Early this morning, an apology video was posted to the official White House Twitter page with the President donning what was clearly an emergency backup toupee (Democratic Rep. Adam Schiff: “His hair looked like two Furbies fornicating.”), but Mr. Trump, who’s not exactly the most candescent star in the intellectual Orion and won’t be in the running for any elocution awards anytime soon and quite frankly has the explicative ability of a toothless toddler, seems to have been permitted to freestyle the recording à la his modus operandi, which means the clip is diarrheic and convoluted to the point of pain and is really just not the sort of thing you want to be audience to before midday and multiple cups of coffee. His penchant for self-sabotage already the stuff of legend, Mr. Trump has sworn to never punch a woman ever again, but his promise inspires something less than rock-solid confidence for reasons that need not be mentioned.

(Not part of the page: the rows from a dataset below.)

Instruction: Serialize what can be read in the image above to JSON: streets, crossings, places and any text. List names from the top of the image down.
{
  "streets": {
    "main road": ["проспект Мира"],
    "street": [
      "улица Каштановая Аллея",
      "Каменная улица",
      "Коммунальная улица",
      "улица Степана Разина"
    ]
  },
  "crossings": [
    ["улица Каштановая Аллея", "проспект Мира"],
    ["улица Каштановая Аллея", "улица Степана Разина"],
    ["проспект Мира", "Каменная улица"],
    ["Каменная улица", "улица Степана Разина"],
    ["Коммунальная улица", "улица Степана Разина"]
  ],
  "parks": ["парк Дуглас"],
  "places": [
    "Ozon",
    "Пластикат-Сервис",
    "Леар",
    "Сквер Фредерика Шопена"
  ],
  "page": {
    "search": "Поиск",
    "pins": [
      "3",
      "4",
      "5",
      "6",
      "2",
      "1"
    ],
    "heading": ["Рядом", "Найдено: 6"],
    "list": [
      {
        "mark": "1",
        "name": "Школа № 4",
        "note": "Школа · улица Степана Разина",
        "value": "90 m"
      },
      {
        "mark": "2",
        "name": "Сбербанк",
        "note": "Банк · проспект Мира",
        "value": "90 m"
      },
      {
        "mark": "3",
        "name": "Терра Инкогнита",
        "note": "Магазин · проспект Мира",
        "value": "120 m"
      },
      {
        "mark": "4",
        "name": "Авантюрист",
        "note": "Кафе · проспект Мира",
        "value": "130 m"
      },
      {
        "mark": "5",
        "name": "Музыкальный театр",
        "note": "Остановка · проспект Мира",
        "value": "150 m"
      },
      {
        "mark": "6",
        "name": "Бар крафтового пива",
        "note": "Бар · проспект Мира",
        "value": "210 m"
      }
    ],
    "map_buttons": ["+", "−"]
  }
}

Coverage of the State Dinner-Pelosi Knockout-AOC Chokehold-360º-Trump Toupee-melee has predictably been intense and multifaceted, with the commentariat from both sides of the aisle assigning blame. It goes without saying that the incident has cast a serious pall over what were already fractious relations between party officials. It’s also created what might be conservatively termed a climate of concern among GOP leaders, seeing as there’s an election coming up, and punching women in the face is generally frowned upon by a considerable swath of the electorate.